Als der Sommer vorüber war wurde es tatsächlich wieder besser. Irgendwann gegen Ende des Herbstes durfte ich schließlich wieder in die Schule gehen. Inzwischen waren die Blasen verschwunden und die schorfigen Stellen waren zum größten Teil einer Haut gewichen, die in der Farbe zwischen rötlich und bräunlich schwankte und rauh war, wie die Zunge einer Kuh. Auch meine Eltern beruhigten sich wieder. Ich musste nicht mehr ständig zum Arzt und konnte ein mehr oder minder normales Leben führen.
Im nächsten Frühjahr, als die Sonne wieder an Kraft gewann, wurde es sofort wieder schlimmer, aber ich weigerte mich wieder ein Einsiedlerdasein zu fristen und bestand darauf, in die Schule zu gehen, um meine Kumpel zu treffen. Leider ging das nicht lange gut. Mit der wachsenden Stärke der Sonne, nahmen auch die Verbände an meinen Händen, Armen Hals und Gesicht zu. Das war die Zeit, als ich den Spitznamen Die Mumie bekam, den ich seitdem nicht wieder losgeworden bin.
Irgendwann im Sommer gelang es meiner Mutter schließlich einen Termin beim Hautarzt zu machen. Der schaute mich von allen Seiten an, lauschte der exquisiten Krankengeschichte und diagnostizierte dann: CAD, chronisch aktinische Dermatitis.

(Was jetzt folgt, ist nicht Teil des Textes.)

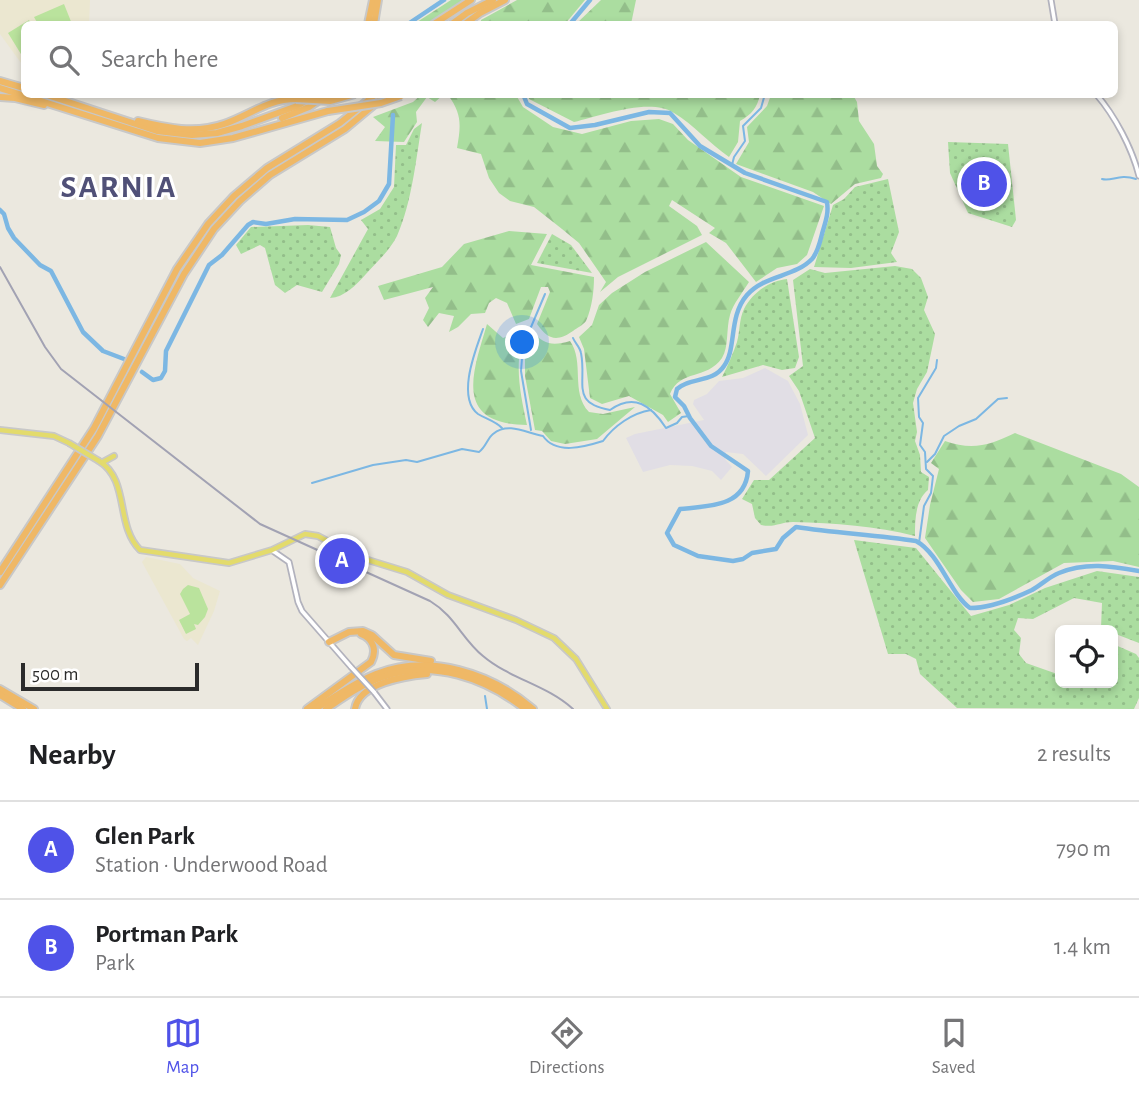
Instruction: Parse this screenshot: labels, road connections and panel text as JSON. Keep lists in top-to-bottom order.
{
  "districts": ["SARNIA"],
  "scale_bar": "500 m",
  "page": {
    "search": "Search here",
    "pins": ["B", "A"],
    "scale": "500 m",
    "heading": ["Nearby", "2 results"],
    "list": [
      {
        "mark": "A",
        "name": "Glen Park",
        "note": "Station · Underwood Road",
        "value": "790 m"
      },
      {
        "mark": "B",
        "name": "Portman Park",
        "note": "Park",
        "value": "1.4 km"
      }
    ],
    "nav": ["Map", "Directions", "Saved"]
  }
}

Eines der Krankheitsbilder, die gemeinhin als Sonnenallergie oder Lichtallergie bezeichnet werden. Damit sprach er quasi mein Todesurteil.
Nach dieser Diagnose durfte ich das Haus nur noch nachts verlassen. Normal zur Schule gehen oder einfach nachmittags mal mit meinen Leuten abhängen war nicht mehr drin. Nach einiger Zeit fing ich an, mich zu fragen, ob ich wohl ohne es zu wissen ein Wesen der Nacht war, ein Vampir vielleicht oder ein Werwolf, denn ich begann den Mond immer mehr zu lieben. Er war nun meine Sonne. Man kann wohl sagen, ich war mondsüchtig. Es war mir kaum noch möglich soziale Kontakte zu pflegen, da sich alle von mir zurückzogen. Kein Wunder. Mit einem esoterischen Spinner, der nur nachts rausgeht und aussieht wie eine Mumie, will eben keiner etwas zu tun haben. Das alles hat mich wohl in eine ziemliche Depression getrieben, die letztes Jahr in einem ersten Suizidversuch gipfelte. Hat nicht geklappt. Und jetzt bin ich hier."

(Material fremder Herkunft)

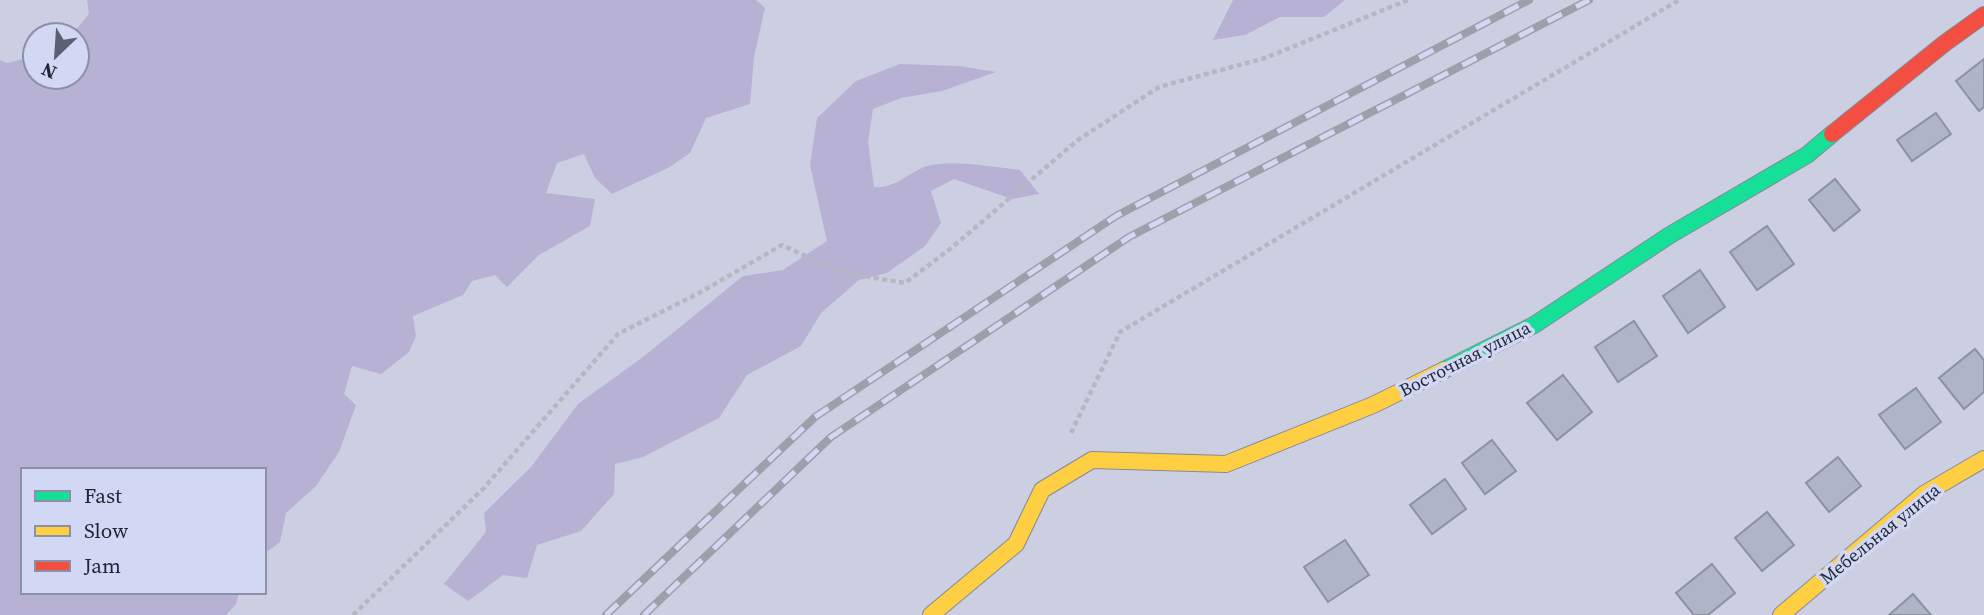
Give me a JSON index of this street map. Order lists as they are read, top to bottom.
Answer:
{
  "streets": {
    "street": ["Восточная улица", "Мебельная улица"]
  },
  "legend": ["Fast", "Slow", "Jam"],
  "north": "bottom left"
}
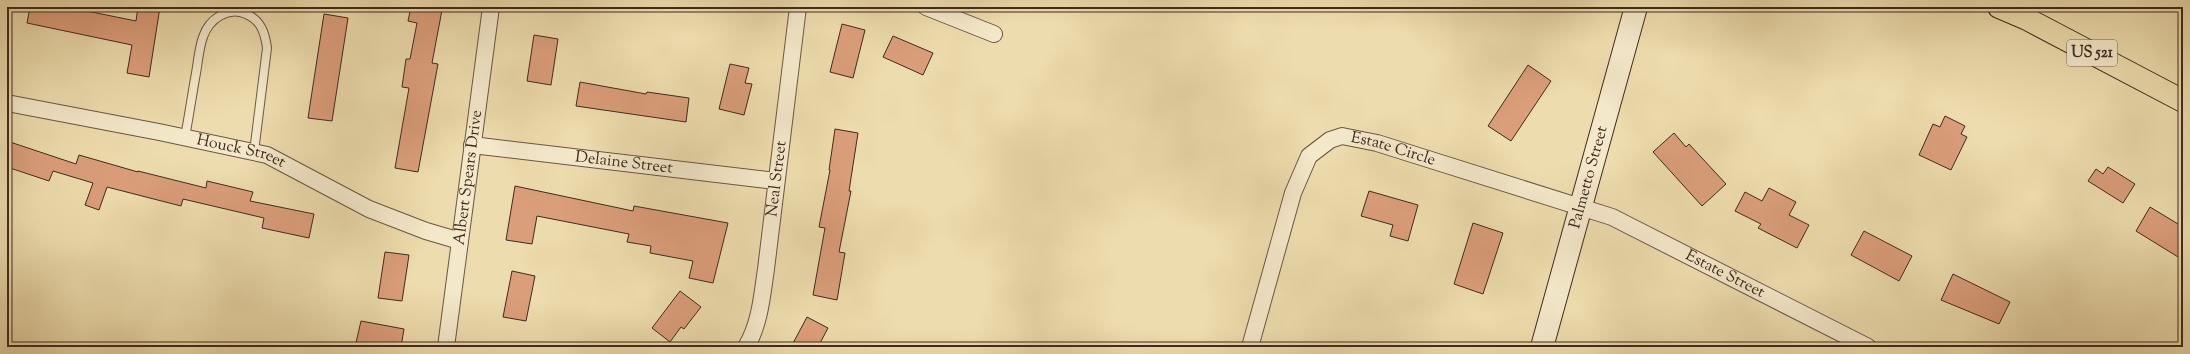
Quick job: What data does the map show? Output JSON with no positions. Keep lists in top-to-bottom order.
{
  "streets": {
    "highway": ["US 521"],
    "street": [
      "Estate Circle",
      "Houck Street",
      "Delaine Street",
      "Albert Spears Drive",
      "Palmetto Street",
      "Neal Street",
      "Estate Street"
    ]
  },
  "crossings": [
    ["Estate Circle", "Palmetto Street"],
    ["Estate Circle", "Estate Street"],
    ["Houck Street", "Albert Spears Drive"],
    ["Delaine Street", "Albert Spears Drive"],
    ["Delaine Street", "Neal Street"],
    ["Palmetto Street", "Estate Street"]
  ]
}
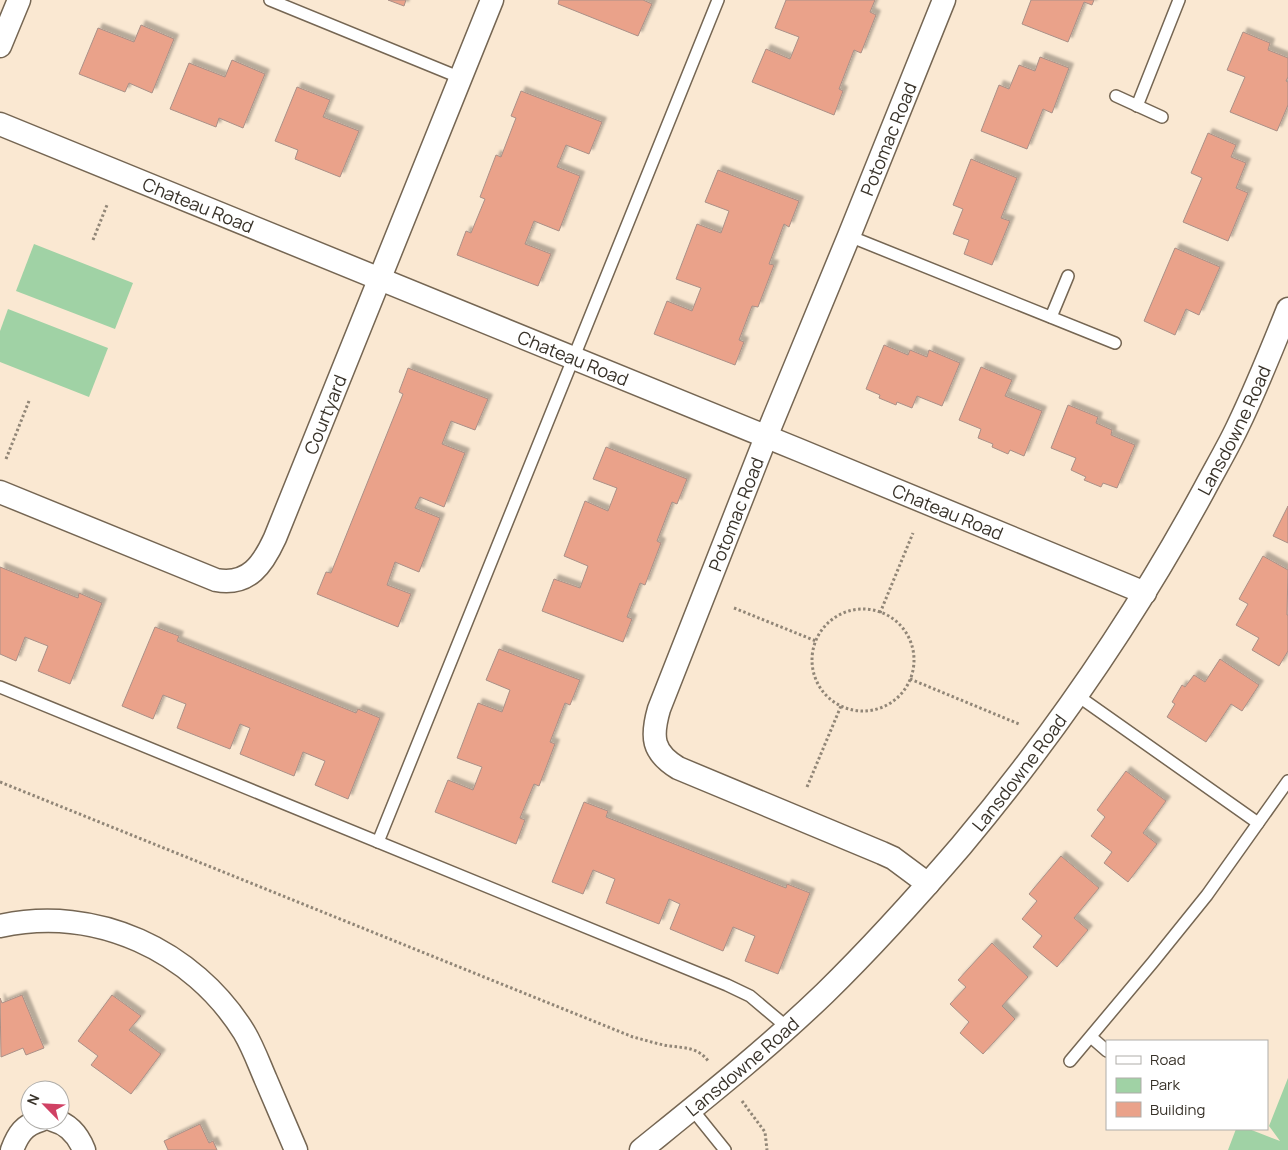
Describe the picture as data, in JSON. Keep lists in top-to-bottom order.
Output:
{
  "streets": {
    "street": [
      "Potomac Road",
      "Chateau Road",
      "Courtyard",
      "Lansdowne Road"
    ]
  },
  "crossings": [
    ["Potomac Road", "Chateau Road"],
    ["Potomac Road", "Lansdowne Road"],
    ["Chateau Road", "Courtyard"],
    ["Chateau Road", "Lansdowne Road"]
  ],
  "legend": ["Road", "Park", "Building"],
  "north": "top left"
}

Die Gruppe schaute den bandagierten Mann sprachlos an. Einige Sekunden später fand der Leiter dieser Selbsthilfegruppe stockend seine Sprache wieder.
"Ähm, äh, ja, danke, dass du dich uns schon in deiner ersten Sitzung so sehr geöffnet hast. Was glaubst du, wie wir dir helfen könnten?"
"Keine Ahnung, vielleicht könnte einer von euch ja bei seinem nächsten Einkauf im Baumarkt ein kräftiges Seil mitbringen. Auf Verbrennen hab ich nämlich keine Lust."